For some of the more than one million Dutch people living abroad, obtaining a new passport remains a difficult, expensive and sometimes impossible task. In the run-up to the ambassadors’ working conference in The Hague at the end of this month, the emigrants are asking whether the process could not be simplified. “I’m fed up with this whole procedure.”
Miranda Jansen (61) lives in Varese, near Milan. Her Dutch passport expired in December. To renew it, she would have to go to the embassy in Rome, the only place in Italy where they issue new passports. That is 700 kilometers away. A journey that costs time and money. And not working for a few days also means less income for a self-employed person like Jansen. Or it costs days off, for someone with a permanent contract.
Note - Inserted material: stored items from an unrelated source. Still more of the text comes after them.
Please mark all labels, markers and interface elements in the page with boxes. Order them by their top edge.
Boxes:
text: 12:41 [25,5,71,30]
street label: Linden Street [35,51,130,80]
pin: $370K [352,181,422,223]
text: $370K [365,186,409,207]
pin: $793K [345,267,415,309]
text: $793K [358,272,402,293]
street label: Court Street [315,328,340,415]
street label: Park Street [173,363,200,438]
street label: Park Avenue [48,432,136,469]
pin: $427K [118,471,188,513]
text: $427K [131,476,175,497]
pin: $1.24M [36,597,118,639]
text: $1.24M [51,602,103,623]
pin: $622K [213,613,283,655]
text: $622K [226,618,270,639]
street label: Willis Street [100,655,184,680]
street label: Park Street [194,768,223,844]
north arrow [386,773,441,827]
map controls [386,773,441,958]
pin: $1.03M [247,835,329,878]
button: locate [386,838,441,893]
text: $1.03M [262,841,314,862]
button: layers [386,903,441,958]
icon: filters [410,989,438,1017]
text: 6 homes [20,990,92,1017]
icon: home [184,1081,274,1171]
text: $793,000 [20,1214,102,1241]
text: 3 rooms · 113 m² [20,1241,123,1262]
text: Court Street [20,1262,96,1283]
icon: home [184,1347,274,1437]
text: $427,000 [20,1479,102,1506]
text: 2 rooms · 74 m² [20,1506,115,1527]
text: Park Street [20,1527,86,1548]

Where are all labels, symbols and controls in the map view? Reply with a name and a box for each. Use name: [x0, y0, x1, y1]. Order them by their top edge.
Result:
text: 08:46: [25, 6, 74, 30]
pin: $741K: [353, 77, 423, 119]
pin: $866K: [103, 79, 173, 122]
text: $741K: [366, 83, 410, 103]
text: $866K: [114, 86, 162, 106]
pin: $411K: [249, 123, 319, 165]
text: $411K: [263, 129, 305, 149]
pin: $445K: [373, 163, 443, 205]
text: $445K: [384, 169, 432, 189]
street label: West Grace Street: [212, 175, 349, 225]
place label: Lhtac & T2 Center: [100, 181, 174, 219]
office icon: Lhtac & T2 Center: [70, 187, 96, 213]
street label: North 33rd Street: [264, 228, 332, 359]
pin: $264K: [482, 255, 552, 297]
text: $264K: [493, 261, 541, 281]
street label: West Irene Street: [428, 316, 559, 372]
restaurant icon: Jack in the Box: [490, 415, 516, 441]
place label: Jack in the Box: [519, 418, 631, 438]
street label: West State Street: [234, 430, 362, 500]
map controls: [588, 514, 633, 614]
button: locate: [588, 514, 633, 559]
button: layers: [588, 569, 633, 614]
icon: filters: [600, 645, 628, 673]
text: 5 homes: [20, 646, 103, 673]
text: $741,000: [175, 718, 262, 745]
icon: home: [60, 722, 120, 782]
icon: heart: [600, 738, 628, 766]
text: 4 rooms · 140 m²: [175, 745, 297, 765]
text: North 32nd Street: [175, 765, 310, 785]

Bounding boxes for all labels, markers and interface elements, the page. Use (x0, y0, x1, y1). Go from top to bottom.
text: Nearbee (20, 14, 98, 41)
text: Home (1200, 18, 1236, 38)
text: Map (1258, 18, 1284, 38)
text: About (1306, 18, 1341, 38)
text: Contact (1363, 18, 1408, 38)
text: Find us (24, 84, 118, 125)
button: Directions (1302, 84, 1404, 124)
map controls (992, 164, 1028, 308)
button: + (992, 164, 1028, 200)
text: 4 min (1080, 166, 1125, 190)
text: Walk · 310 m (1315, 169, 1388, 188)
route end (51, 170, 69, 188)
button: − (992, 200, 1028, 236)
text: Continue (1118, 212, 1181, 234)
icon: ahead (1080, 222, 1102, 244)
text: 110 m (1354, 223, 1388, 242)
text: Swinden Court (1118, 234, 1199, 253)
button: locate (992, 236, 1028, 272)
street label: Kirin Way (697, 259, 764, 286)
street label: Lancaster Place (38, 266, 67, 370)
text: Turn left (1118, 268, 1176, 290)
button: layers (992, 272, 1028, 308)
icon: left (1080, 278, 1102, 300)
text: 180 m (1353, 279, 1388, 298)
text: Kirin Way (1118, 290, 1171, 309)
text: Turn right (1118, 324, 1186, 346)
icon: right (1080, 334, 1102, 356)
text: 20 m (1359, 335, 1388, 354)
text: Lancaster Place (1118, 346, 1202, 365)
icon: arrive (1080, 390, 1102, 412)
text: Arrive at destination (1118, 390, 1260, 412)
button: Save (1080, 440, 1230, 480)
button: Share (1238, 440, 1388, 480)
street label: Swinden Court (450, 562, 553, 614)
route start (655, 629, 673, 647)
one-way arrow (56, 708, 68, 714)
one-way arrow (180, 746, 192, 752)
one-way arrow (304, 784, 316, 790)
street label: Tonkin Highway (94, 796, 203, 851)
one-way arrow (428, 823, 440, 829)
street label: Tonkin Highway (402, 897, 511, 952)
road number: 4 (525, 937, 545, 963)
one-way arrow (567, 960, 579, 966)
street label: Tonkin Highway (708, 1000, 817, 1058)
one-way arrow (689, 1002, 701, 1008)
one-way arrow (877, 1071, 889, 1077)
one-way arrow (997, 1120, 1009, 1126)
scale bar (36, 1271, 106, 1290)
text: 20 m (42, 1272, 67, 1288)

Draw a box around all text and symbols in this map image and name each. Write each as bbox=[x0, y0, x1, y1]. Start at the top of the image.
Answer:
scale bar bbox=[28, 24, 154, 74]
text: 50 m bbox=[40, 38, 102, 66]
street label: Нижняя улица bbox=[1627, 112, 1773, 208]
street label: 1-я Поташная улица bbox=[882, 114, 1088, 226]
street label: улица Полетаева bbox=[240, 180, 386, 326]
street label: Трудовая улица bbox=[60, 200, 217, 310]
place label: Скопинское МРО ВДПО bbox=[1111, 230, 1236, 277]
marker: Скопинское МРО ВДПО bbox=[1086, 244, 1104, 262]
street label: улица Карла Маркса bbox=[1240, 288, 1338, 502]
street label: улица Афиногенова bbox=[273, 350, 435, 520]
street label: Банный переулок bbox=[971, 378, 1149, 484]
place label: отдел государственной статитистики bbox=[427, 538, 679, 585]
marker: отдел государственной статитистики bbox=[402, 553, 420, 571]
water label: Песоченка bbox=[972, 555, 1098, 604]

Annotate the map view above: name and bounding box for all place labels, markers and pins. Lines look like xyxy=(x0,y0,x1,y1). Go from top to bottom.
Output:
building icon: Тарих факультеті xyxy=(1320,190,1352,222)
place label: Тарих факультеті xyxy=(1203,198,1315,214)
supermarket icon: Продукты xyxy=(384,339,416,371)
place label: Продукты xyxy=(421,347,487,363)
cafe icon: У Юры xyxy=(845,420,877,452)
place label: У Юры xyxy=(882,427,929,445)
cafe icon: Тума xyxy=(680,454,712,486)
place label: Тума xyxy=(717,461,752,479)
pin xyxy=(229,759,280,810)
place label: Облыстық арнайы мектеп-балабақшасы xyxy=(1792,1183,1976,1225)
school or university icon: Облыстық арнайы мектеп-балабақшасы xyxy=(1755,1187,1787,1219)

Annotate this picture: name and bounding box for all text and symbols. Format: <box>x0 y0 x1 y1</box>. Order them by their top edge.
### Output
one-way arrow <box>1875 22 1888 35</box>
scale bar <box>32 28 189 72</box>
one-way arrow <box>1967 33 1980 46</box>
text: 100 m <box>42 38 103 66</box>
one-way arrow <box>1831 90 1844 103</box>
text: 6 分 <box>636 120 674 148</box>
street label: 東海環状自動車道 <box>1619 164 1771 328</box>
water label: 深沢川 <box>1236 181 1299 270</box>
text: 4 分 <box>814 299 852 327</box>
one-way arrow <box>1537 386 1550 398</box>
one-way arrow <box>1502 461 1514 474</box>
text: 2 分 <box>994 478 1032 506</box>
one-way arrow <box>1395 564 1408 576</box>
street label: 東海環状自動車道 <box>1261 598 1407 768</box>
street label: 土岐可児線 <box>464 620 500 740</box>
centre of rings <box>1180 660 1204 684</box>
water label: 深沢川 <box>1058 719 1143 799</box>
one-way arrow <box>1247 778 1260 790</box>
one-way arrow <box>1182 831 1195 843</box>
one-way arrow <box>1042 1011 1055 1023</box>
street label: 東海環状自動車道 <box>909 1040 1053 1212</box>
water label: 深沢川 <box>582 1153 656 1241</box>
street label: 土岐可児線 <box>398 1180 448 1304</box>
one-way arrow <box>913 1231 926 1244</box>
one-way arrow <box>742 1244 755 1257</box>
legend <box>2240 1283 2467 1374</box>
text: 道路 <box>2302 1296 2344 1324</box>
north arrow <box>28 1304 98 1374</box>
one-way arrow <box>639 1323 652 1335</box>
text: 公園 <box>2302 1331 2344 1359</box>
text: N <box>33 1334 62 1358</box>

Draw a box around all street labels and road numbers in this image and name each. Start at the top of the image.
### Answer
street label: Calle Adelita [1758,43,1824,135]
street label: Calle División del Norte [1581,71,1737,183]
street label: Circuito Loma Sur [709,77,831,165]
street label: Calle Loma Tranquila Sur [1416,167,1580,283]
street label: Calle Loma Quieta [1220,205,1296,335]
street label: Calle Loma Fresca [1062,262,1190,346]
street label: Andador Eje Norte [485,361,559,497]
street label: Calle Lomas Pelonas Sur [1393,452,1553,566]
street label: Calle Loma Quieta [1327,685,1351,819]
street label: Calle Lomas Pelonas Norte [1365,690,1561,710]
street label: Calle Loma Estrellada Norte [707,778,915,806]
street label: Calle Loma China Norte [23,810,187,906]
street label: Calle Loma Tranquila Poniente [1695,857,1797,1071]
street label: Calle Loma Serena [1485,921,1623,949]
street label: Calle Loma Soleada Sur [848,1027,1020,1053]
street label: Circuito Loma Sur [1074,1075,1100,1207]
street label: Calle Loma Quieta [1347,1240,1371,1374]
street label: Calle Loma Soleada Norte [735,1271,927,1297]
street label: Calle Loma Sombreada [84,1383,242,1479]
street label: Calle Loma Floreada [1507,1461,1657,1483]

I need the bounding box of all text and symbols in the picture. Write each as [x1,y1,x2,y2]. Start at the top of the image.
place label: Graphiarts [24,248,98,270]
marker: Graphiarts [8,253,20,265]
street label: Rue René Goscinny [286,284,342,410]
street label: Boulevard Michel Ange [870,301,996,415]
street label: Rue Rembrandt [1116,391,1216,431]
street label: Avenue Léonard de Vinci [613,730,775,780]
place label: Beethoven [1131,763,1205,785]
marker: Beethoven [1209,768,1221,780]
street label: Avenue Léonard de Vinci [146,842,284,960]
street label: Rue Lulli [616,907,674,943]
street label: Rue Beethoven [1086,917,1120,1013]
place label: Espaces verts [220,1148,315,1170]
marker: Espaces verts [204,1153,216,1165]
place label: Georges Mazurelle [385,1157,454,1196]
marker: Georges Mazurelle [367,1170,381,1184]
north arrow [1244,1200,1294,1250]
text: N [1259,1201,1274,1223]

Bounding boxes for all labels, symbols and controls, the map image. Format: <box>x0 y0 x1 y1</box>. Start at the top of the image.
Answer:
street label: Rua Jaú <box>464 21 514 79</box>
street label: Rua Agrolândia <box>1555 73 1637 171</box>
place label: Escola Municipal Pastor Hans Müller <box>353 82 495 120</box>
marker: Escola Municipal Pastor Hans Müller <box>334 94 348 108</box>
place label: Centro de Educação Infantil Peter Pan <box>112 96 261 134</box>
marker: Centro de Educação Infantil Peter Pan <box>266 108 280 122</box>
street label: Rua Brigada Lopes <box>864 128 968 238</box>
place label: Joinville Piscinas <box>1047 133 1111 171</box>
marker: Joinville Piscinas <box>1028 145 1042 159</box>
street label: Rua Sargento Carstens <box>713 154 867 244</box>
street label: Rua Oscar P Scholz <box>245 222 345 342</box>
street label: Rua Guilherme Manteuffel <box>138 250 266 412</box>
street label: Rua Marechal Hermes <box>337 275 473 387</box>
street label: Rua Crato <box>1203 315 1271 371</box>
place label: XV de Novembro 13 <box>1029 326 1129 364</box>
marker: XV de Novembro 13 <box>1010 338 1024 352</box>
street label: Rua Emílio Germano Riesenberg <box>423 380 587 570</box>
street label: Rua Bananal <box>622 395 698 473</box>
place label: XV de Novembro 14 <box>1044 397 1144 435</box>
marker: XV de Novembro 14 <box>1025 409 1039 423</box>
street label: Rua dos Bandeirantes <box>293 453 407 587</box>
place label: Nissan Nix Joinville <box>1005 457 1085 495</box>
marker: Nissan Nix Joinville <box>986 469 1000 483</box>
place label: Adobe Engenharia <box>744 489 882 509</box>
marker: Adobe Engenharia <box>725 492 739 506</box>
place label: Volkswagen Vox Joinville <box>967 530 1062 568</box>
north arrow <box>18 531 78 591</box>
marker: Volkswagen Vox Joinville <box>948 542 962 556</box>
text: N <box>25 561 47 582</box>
It is a story that many Dutch people living abroad will recognize, wherever they are in the world. Although the problems are greater in some countries than in others. Spain also works with such a traveling ‘pop-up embassy’. Only once a year, mainly on the costas with many pensioners. There too, there is little capacity, the appointment system often does not work and the interest is so great that now only people aged 70 or older are eligible – and even then only a minimal number of them can be helped.
Hundreds of complaints
“We are one of the most advanced countries in digitalization, why is the innovation of issuing passports abroad lagging behind?” asks Antonietta Sgherzi. She is chair of the Stichting Goed (Grenzeloos onder een dak), which represents the interests of Dutch people abroad.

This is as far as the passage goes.